───── Supplied data ─────

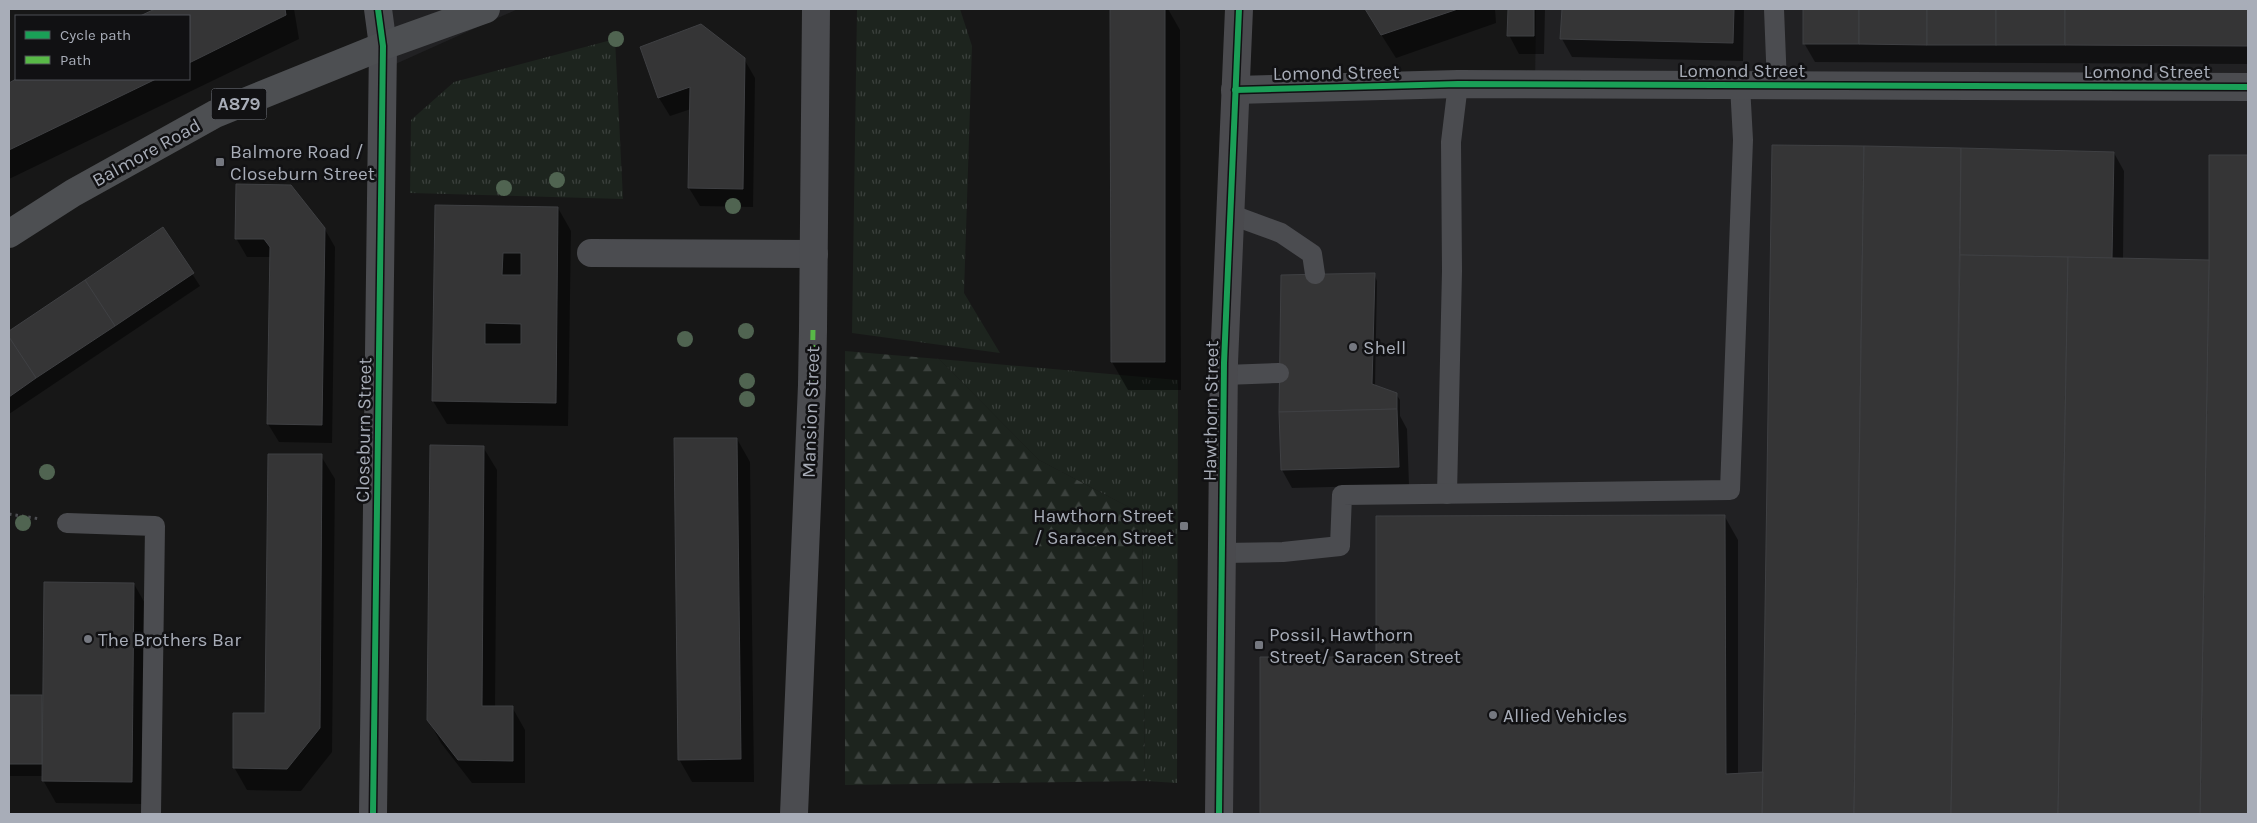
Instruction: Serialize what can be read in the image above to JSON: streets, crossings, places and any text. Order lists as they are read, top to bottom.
{
  "streets": {
    "main road": ["A879", "Balmore Road", "Hawthorn Street"],
    "street": ["Lomond Street", "Mansion Street", "Closeburn Street"]
  },
  "crossings": [
    ["Lomond Street", "Hawthorn Street"],
    ["Balmore Road", "Closeburn Street"]
  ],
  "places": {
    "transit": ["Balmore Road / Closeburn Street", "Hawthorn Street / Saracen Street", "Possil, Hawthorn Street/ Saracen Street"],
    "other": ["Shell", "The Brothers Bar", "Allied Vehicles"]
  },
  "legend": ["Cycle path", "Path"]
}
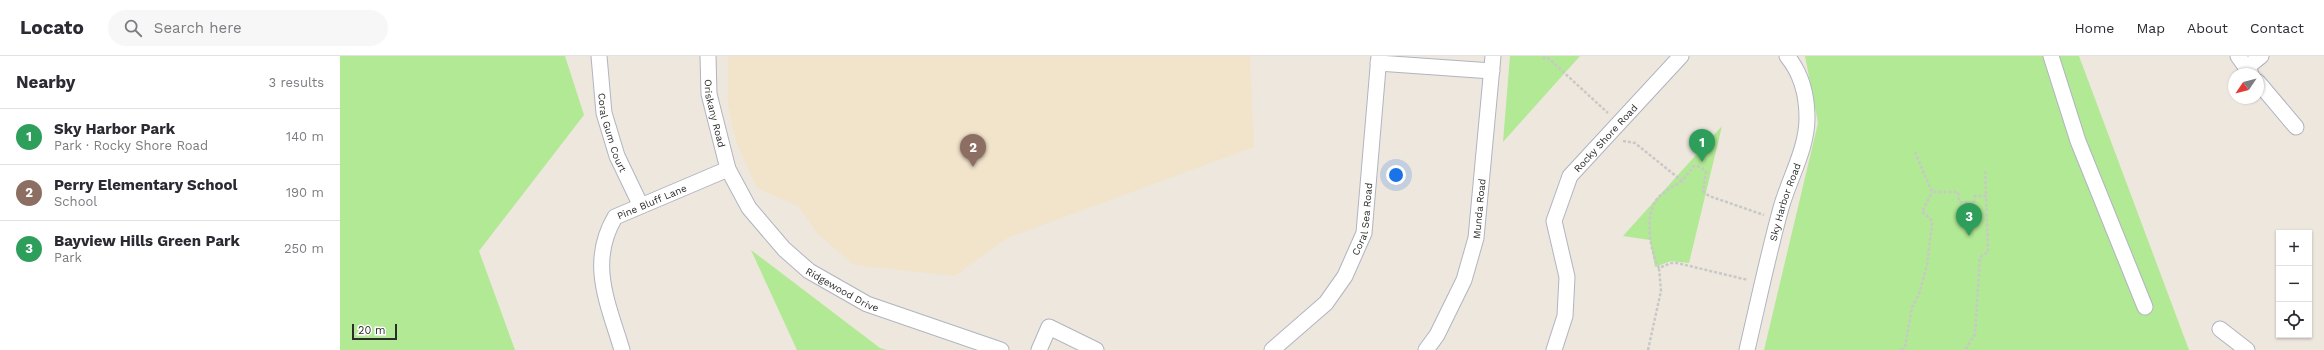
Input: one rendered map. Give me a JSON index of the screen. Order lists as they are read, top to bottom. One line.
{"streets":{"street":["Oriskany Road","Coral Gum Court","Rocky Shore Road","Sky Harbor Road","Pine Bluff Lane","Munda Road","Coral Sea Road","Ridgewood Drive"]},"crossings":[["Oriskany Road","Pine Bluff Lane"],["Oriskany Road","Ridgewood Drive"],["Coral Gum Court","Pine Bluff Lane"],["Pine Bluff Lane","Ridgewood Drive"]],"scale_bar":"20 m","north":"bottom left","page":{"header":"Locato","search":"Search here","nav":["Home","Map","About","Contact"],"heading":["Nearby","3 results"],"list":[{"mark":"1","name":"Sky Harbor Park","note":"Park · Rocky Shore Road","value":"140 m"},{"mark":"2","name":"Perry Elementary School","note":"School","value":"190 m"},{"mark":"3","name":"Bayview Hills Green Park","note":"Park","value":"250 m"}],"pins":["1","2","3"],"map_buttons":["+","−"],"scale":"20 m"}}
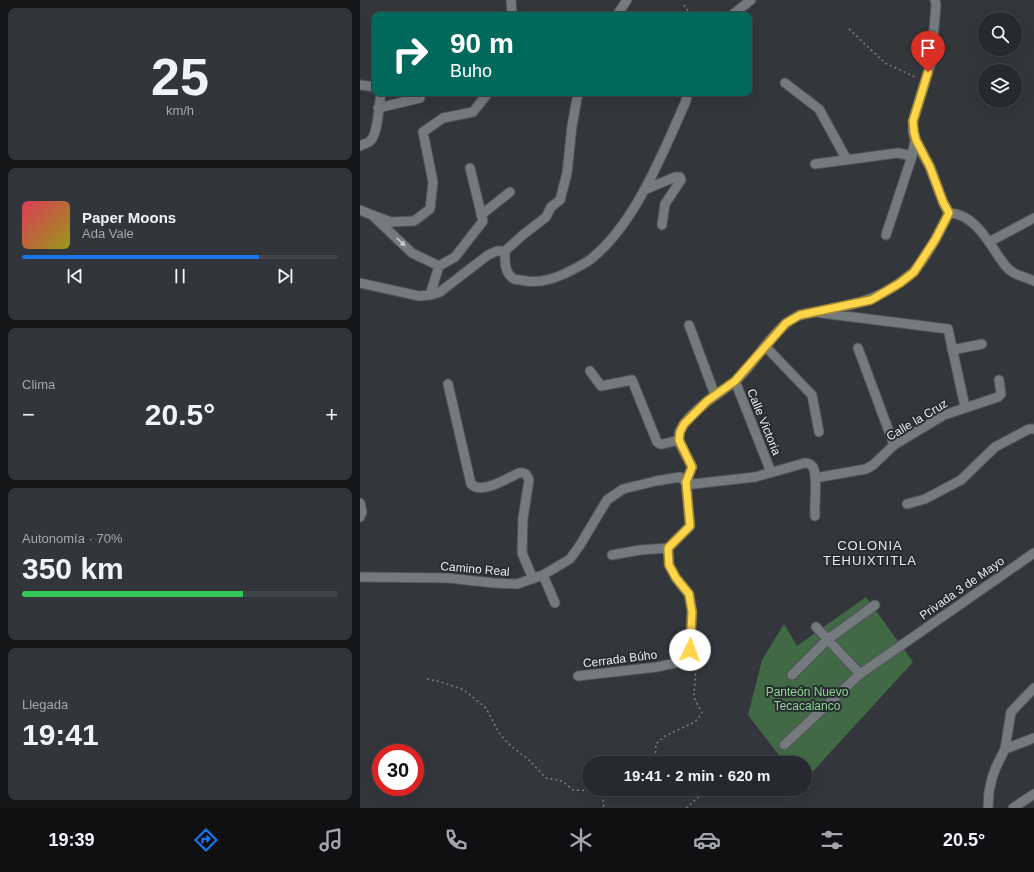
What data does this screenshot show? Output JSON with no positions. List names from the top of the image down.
{
  "streets": {
    "street": [
      "Calle la Cruz",
      "Calle Victoria",
      "Camino Real",
      "Privada 3 de Mayo",
      "Cerrada Búho"
    ]
  },
  "districts": ["COLONIA TEHUIXTITLA"],
  "parks": ["Panteón Nuevo Tecacalanco"],
  "page": {
    "tile": [
      ["25", "km/h"],
      "Clima",
      ["Autonomía · 70%", "350 km"],
      ["Llegada", "19:41"]
    ],
    "turn": ["90 m", "Buho"],
    "song": ["Paper Moons", "Ada Vale"],
    "heat": ["−", "20.5°", "+"],
    "limit": "30",
    "trip": "19:41 · 2 min · 620 m",
    "tabs": ["19:39", "20.5°"]
  }
}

─────

— Exercise description —
Keep to the lines from the one containing "What data does" to the end of the entries above, and retype them exactly.

— Answer box —
What data does this screenshot show? Output JSON with no positions. List names from the top of the image down.
{
  "streets": {
    "street": [
      "Calle la Cruz",
      "Calle Victoria",
      "Camino Real",
      "Privada 3 de Mayo",
      "Cerrada Búho"
    ]
  },
  "districts": ["COLONIA TEHUIXTITLA"],
  "parks": ["Panteón Nuevo Tecacalanco"],
  "page": {
    "tile": [
      ["25", "km/h"],
      "Clima",
      ["Autonomía · 70%", "350 km"],
      ["Llegada", "19:41"]
    ],
    "turn": ["90 m", "Buho"],
    "song": ["Paper Moons", "Ada Vale"],
    "heat": ["−", "20.5°", "+"],
    "limit": "30",
    "trip": "19:41 · 2 min · 620 m",
    "tabs": ["19:39", "20.5°"]
  }
}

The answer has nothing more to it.